Just like Philip but without the PH and rather, with an added D.
This morning it was time to get to Hauz Khas Village, a beautiful old settlement in South Delhi and home to some of the most amazing boutiques and cafes that you can possibly find in this great city. As an added bonus, this chic village with its potholed narrow laneways and low hanging cables, sits alongside the Hauz Khas Complex which houses a water tank (a huge lake), an Islamic seminary, a mosque, a tomb and crumbling pavilions built around the now urbanised village and, which has medieval history tracing back to the 13th century of Delhi Sultanate reign. It was part of Siri, the second medieval city of India of the Delhi Sultanate of Allauddin Khilji Dynasty (1296–1316). The name Hauz Khas is derived from the words ‘Hauz -water tank or lake’ and ‘Khas- royal’ which leaves us with ‘Royal Tank’. The large reservoir was first built by Khilji to supply water to the inhabitants of Siri and several of the now ancient buildings (including the Mosque and madrasa) and tombs, were built overlooking the water tank (or lake).
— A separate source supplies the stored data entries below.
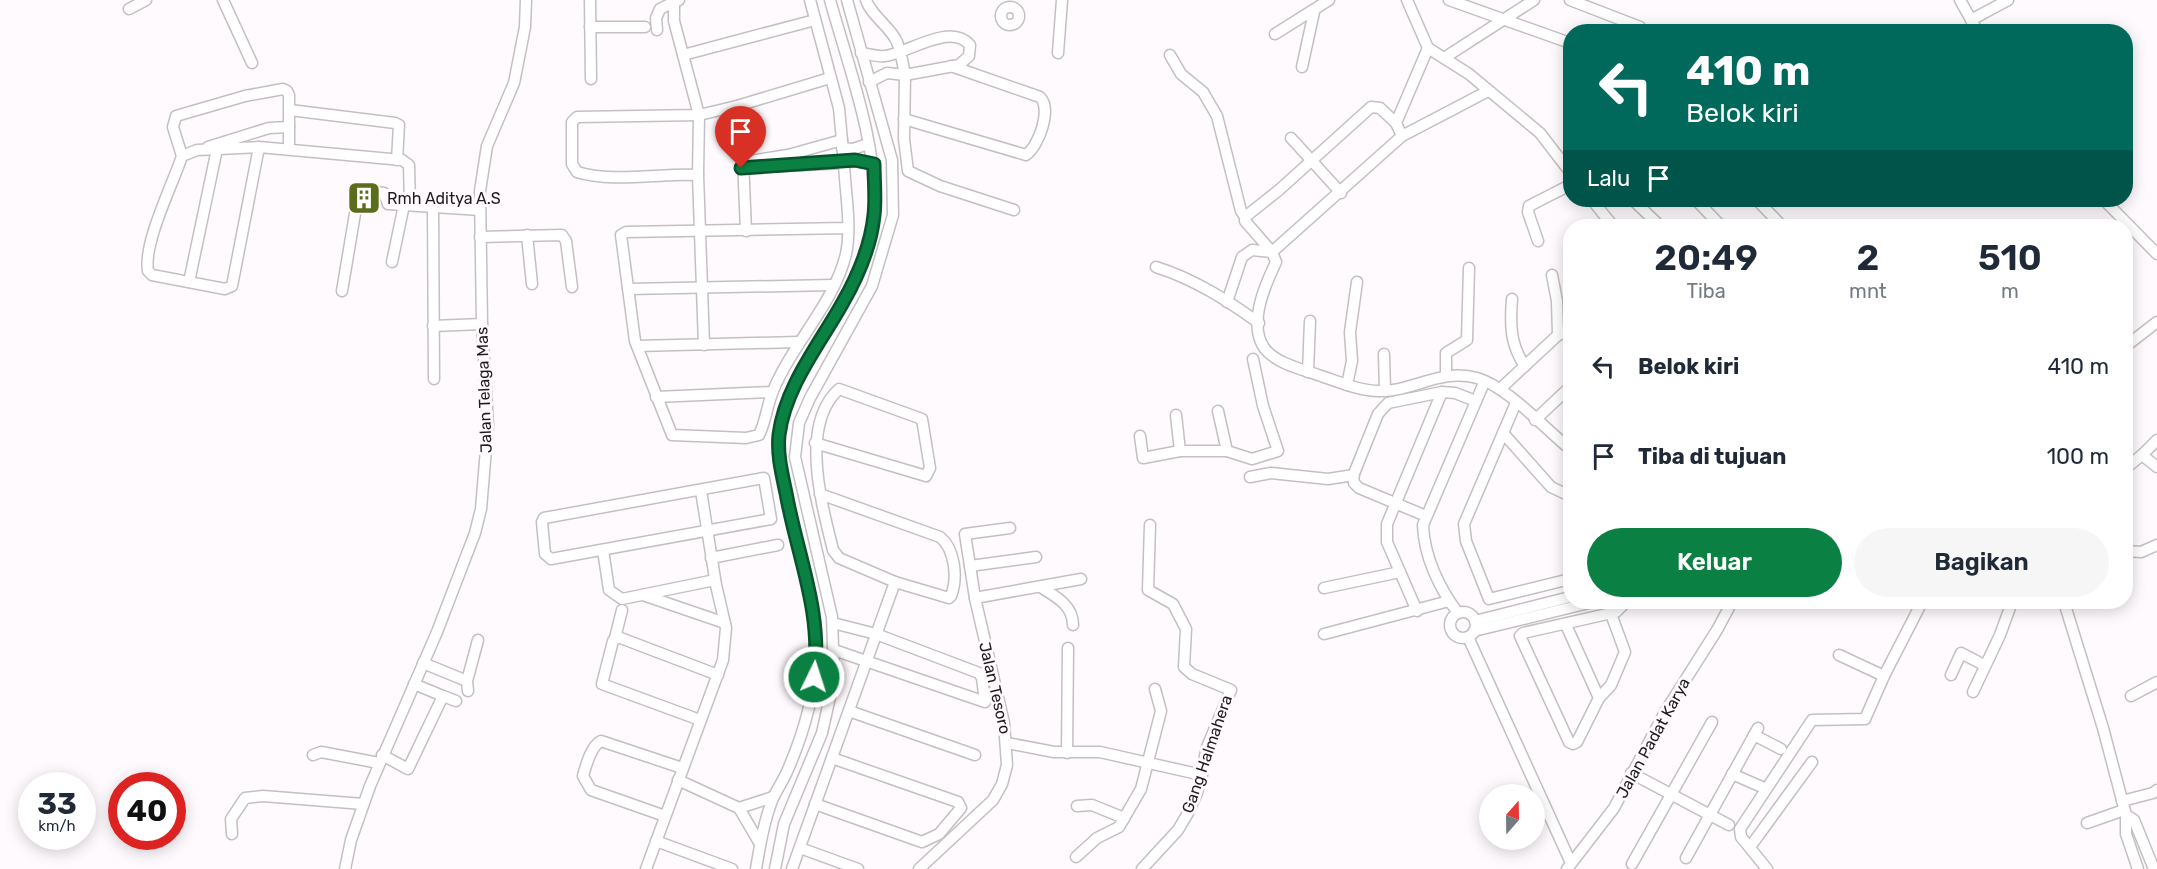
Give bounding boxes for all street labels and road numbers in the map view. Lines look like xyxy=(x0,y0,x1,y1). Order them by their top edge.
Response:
street label: Jalan Telaga Mas xyxy=(472,327,496,453)
street label: Jalan Tesoro xyxy=(975,640,1015,736)
street label: Jalan Padat Karya xyxy=(1612,675,1694,801)
street label: Gang Halmahera xyxy=(1178,692,1236,816)

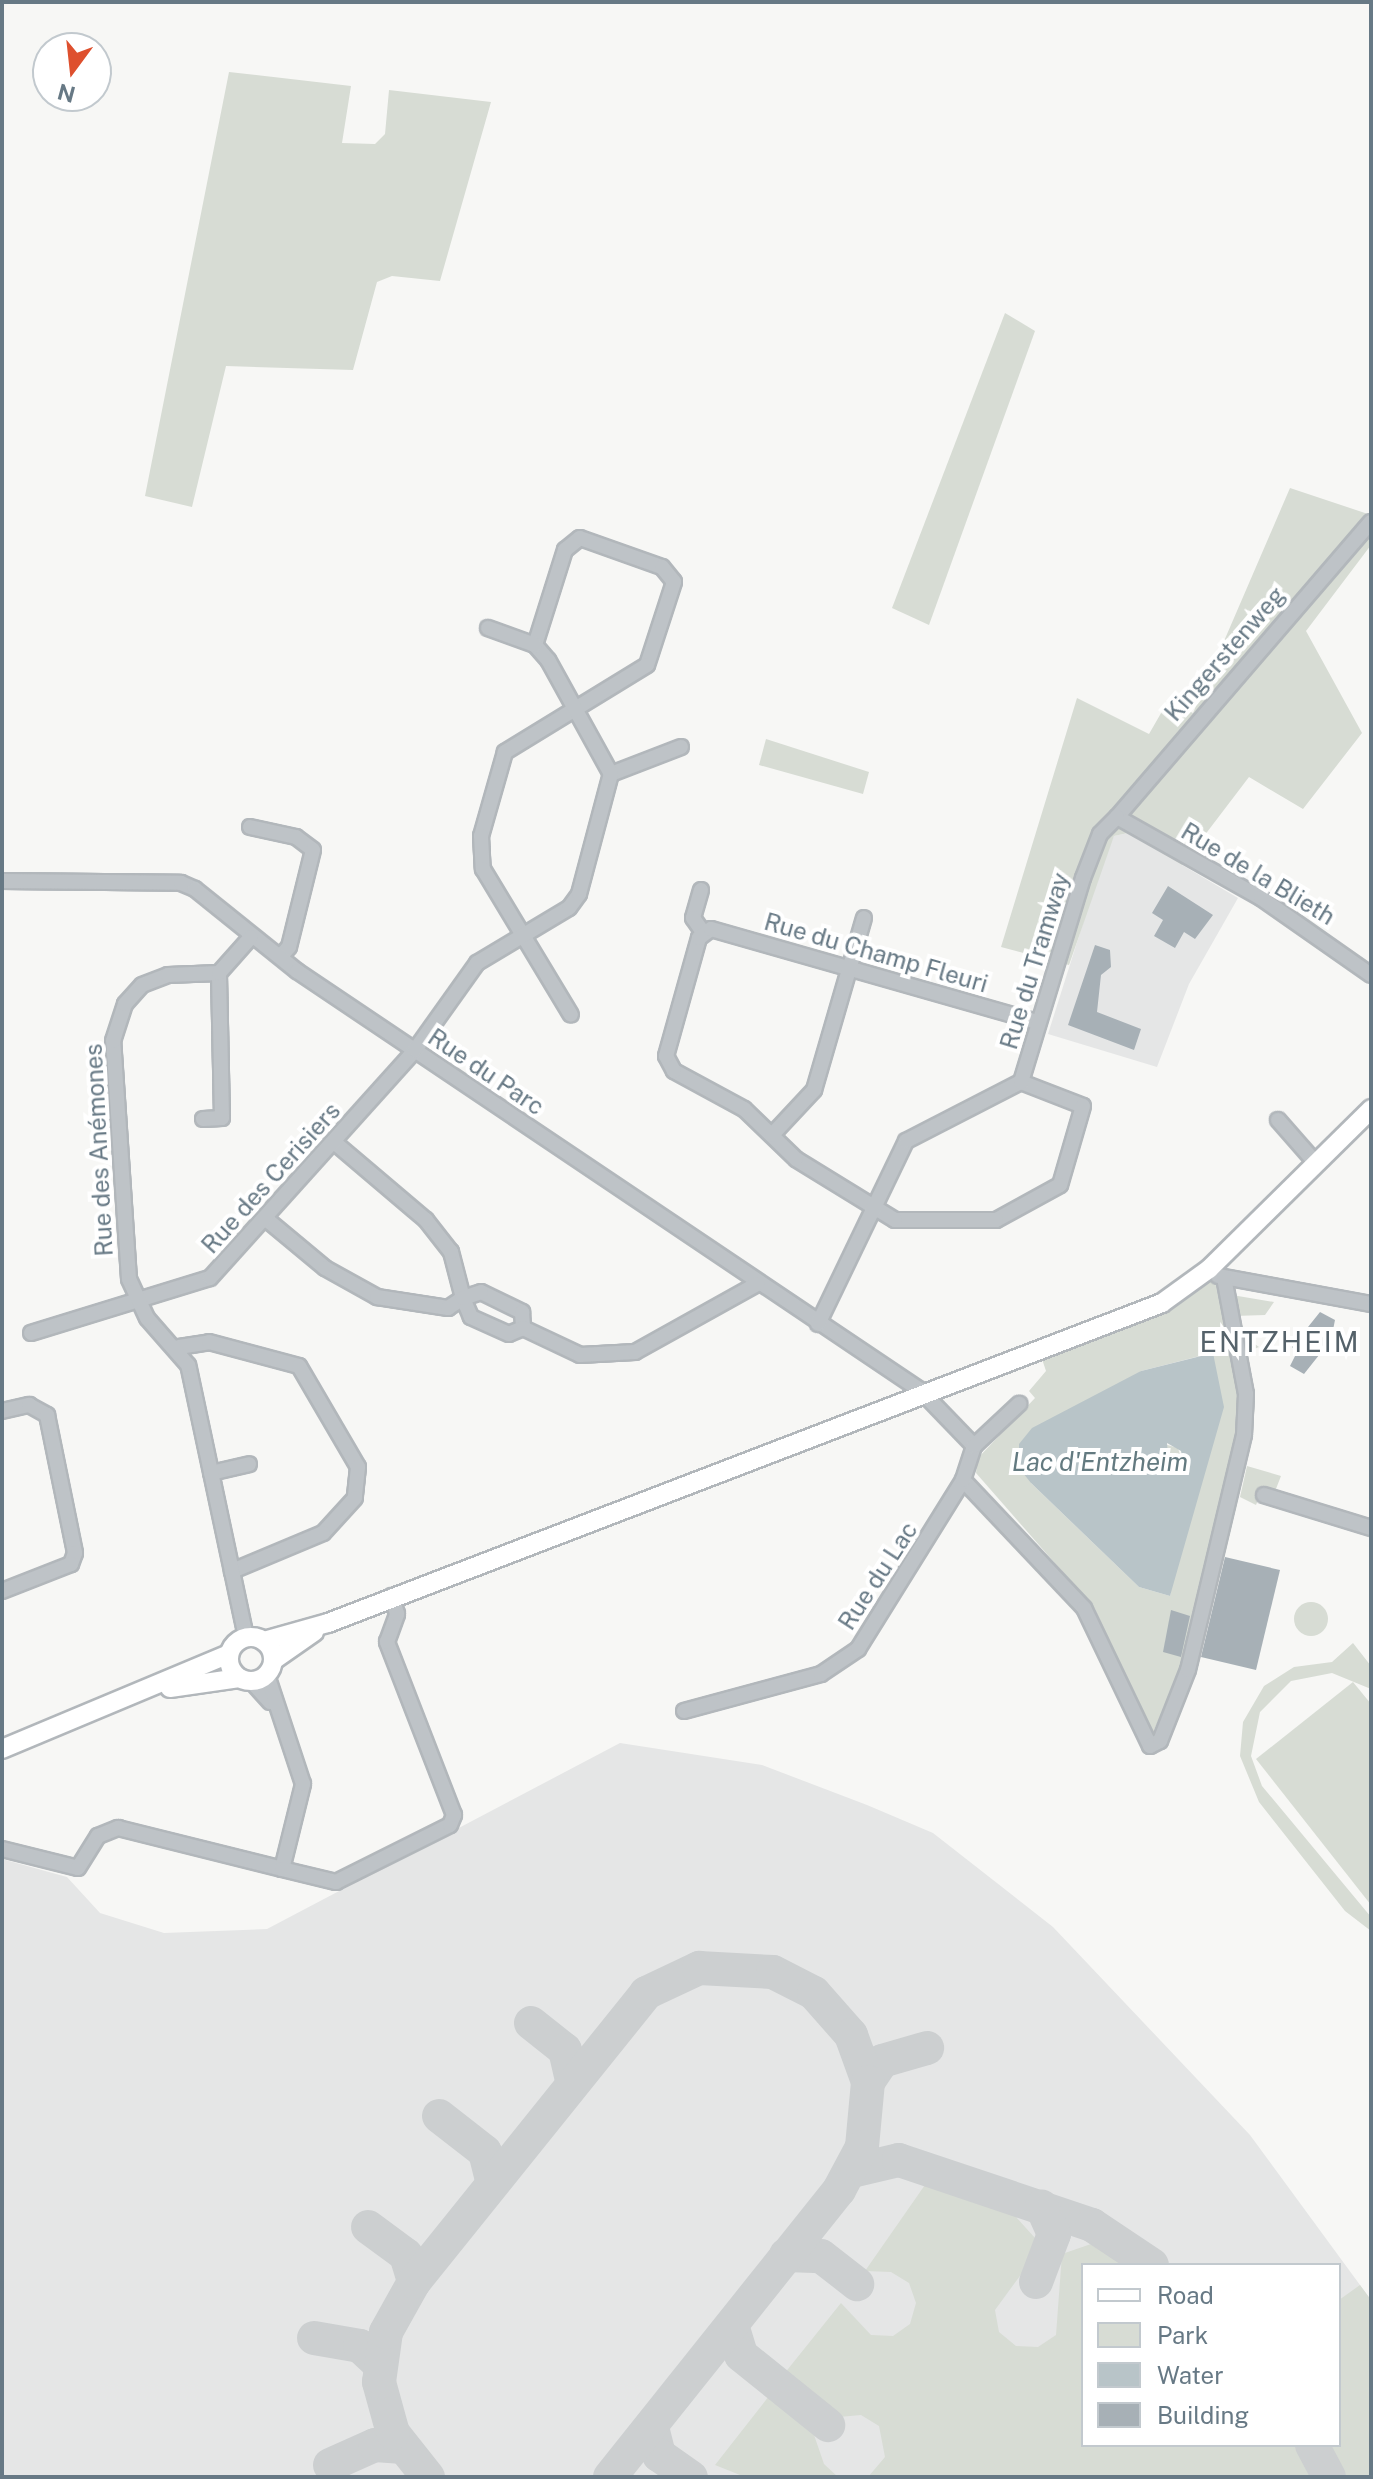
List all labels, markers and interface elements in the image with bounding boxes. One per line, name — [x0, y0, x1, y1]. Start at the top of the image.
north arrow — [32, 32, 112, 112]
text: N — [55, 78, 78, 108]
street label: Kingerstenweg — [1159, 581, 1291, 727]
street label: Rue de la Blieth — [1176, 817, 1340, 931]
street label: Rue du Tramway — [994, 869, 1076, 1053]
street label: Rue du Champ Fleuri — [761, 907, 991, 999]
street label: Rue du Parc — [422, 1023, 550, 1121]
street label: Rue des Anémones — [79, 1043, 119, 1257]
street label: Rue des Cerisiers — [195, 1096, 347, 1260]
district label: ENTZHEIM — [1199, 1325, 1361, 1359]
water label: Lac d'Entzheim — [1012, 1446, 1188, 1478]
street label: Rue du Lac — [832, 1516, 924, 1636]
legend — [1081, 2263, 1341, 2447]
text: Road — [1157, 2281, 1214, 2309]
text: Park — [1157, 2321, 1208, 2349]
text: Water — [1157, 2361, 1224, 2389]
text: Building — [1157, 2401, 1249, 2429]

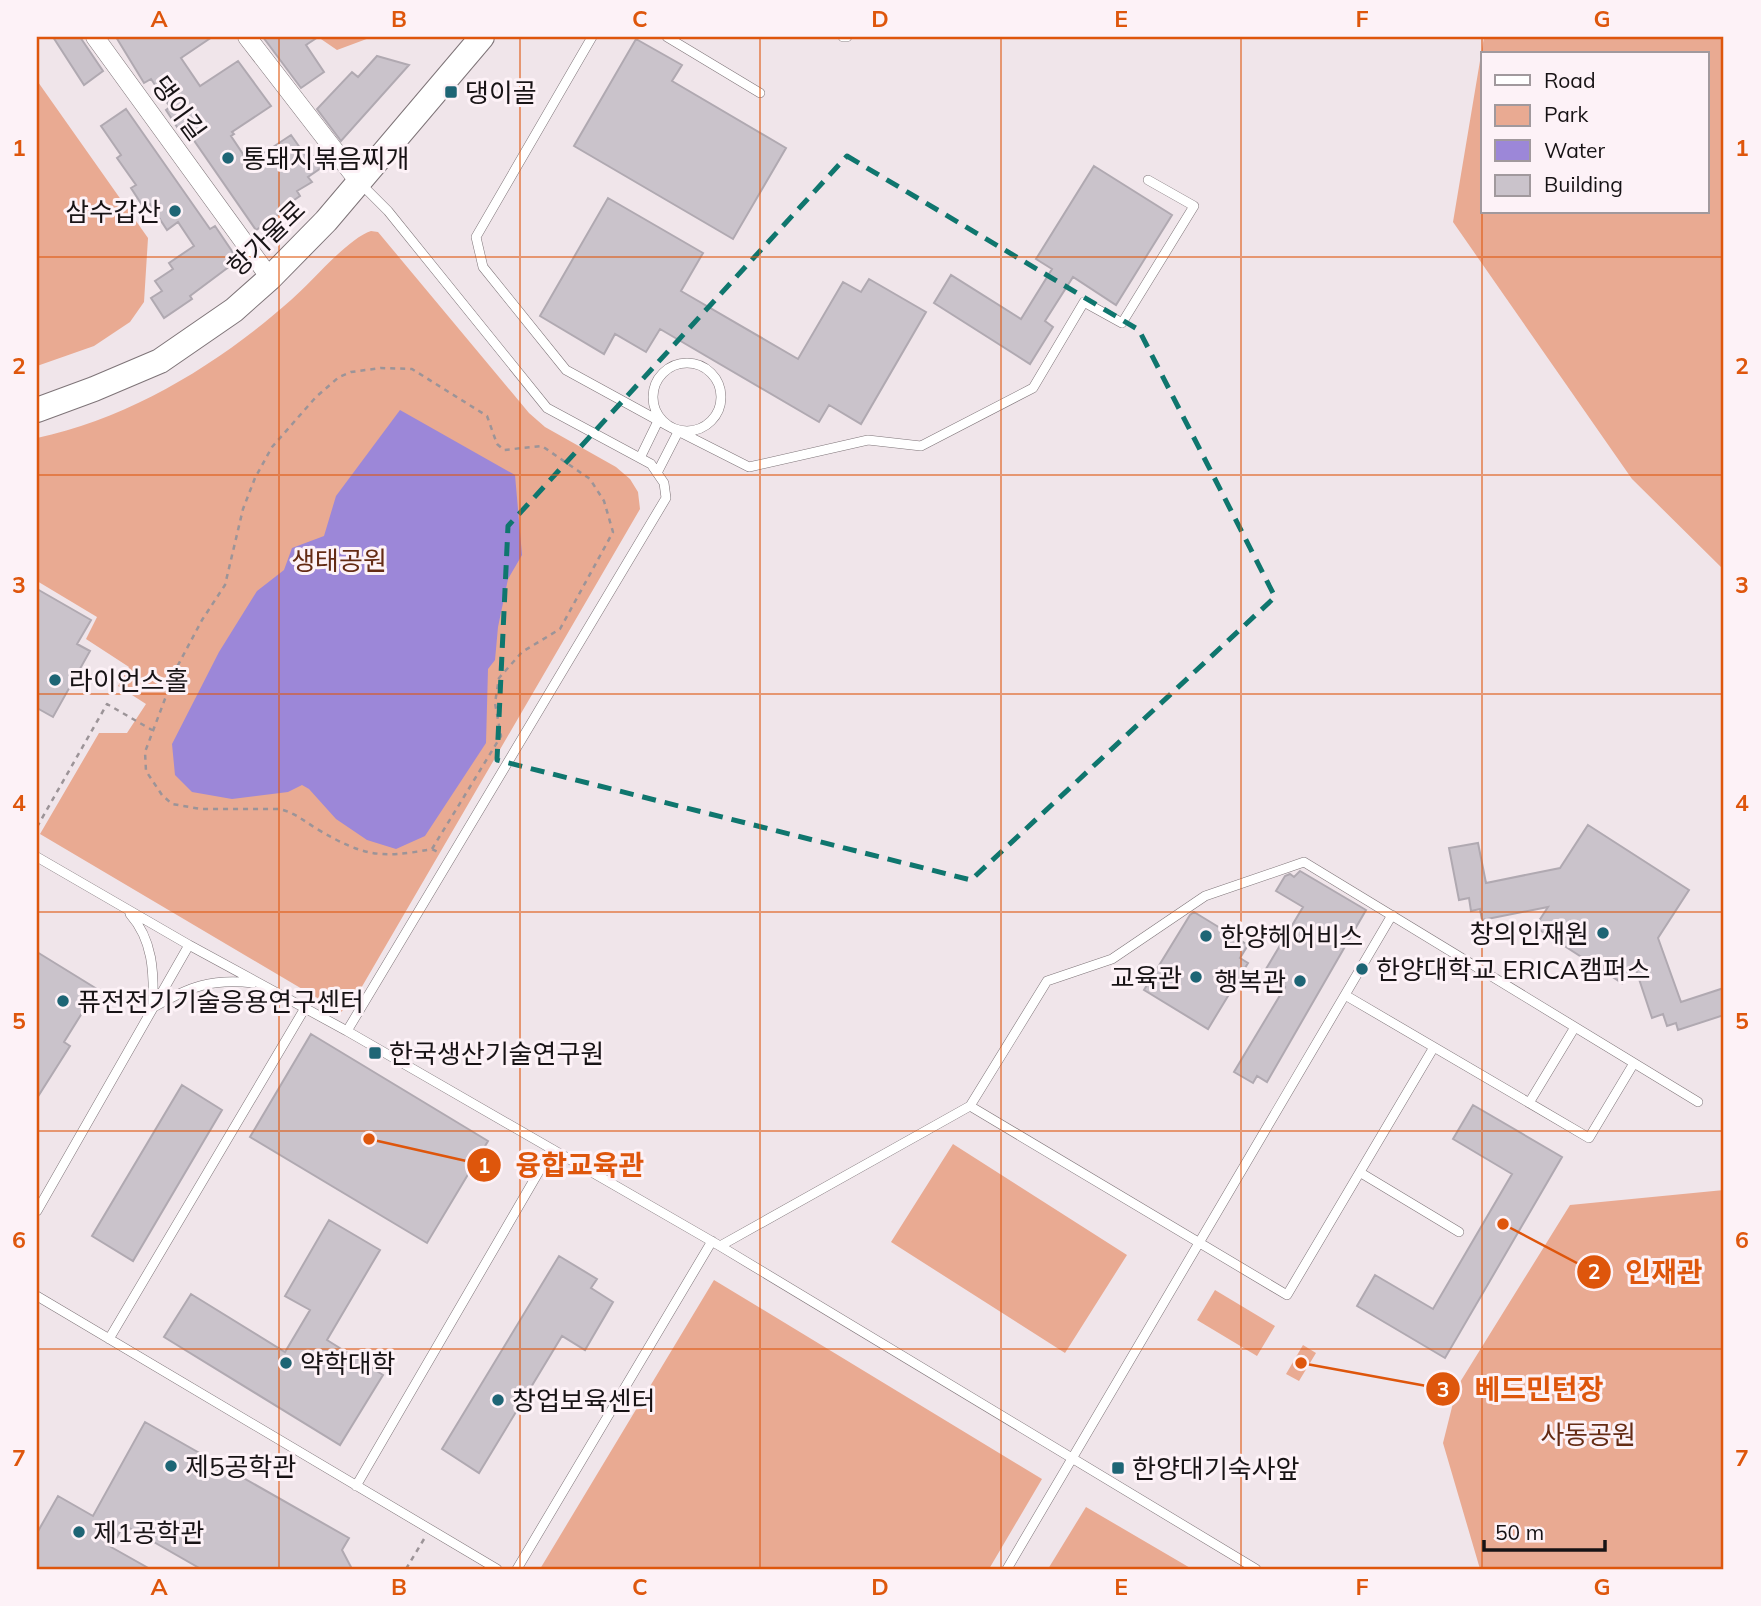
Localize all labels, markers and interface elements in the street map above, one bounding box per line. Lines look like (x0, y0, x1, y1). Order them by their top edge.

In the 1980s, Hauz Khas Village, studded with domed tombs of Muslim royalty from the 14th to 16th centuries, was developed as an upper class residential and commercial area of South Delhi- and this afternoon, after one of the funniest morning walks of my life, I settled in there for lunch and a spot of shopping.
It really is not a bad spot for either.
It all started after breakfast (and a surprise drop in from housekeeping which almost trumped my piano playing flash in Paris), where I approached the doorman and asked him what direction I had to turn out of the driveway to get to the village (I had google maps ready to go but I couldn’t determine north from south). ‘Mam, there is not a possible way in the world you can be walking to Haus Khas, it is but 5.9 kilometres only and I will order a fine taxi, you will not walk’.
Now, there is nothing subtle about the way in which I hitch my stretch jeans up towards what used to be a rib cage, but I did it with the greatest consideration for his concern, right there, knowing that those jeans and that rib cage were never going to meet again if I didn’t take this conversation very, very seriously. ‘Yes, I understand it is some distance, but you have to understand that I would like to walk, I just cant work out if I turn left or right at the gate’.
Eye rolls, head wobbles and plenty of sighing followed and he finally pointed to the right.
And with that, I was off along the leafy and busy Rajesh Pilot Marg Road and past the Spanish Embassy before turning right into Prithviraj Road (and straight onto freshly painted road markings made with the strongest of oil paint, which got a rise out of the family squatting on the side of the road who had just finished painting them, not out of concern for their work, but more so for the soles of my shoes), and then left into the busy and heavily polluted Sri Aurobind Marg Road.
This is where I ‘truly’ found Delhi again and where my nose was taken right back to my first visit almost 14 years ago to the day.
There is no easy way in the world to describe how this city smells and what it looks like to navigate a busy roadside market but I suppose if you imagine diesel, kerosine, bonfire smoke, oil frying, the stench of rotten cabbage, dust (so much dust), dogs (so many dogs), the sweet and sour smell of beedies, the richness and thickness of tobacco stained slag lining the pavements, rows and rows of people standing on those aforementioned pavements alongside that incredibly busy road waiting to board a bus (that is flashing ‘breakdown’ on its lit up backboard while the driver sleeps in socks and jeans on the backseat), thousands of tuk tuks tooting, and a man riding a bike, with his wife riding side saddle with a child in her arms in amongst it all – you might sort of get the drift.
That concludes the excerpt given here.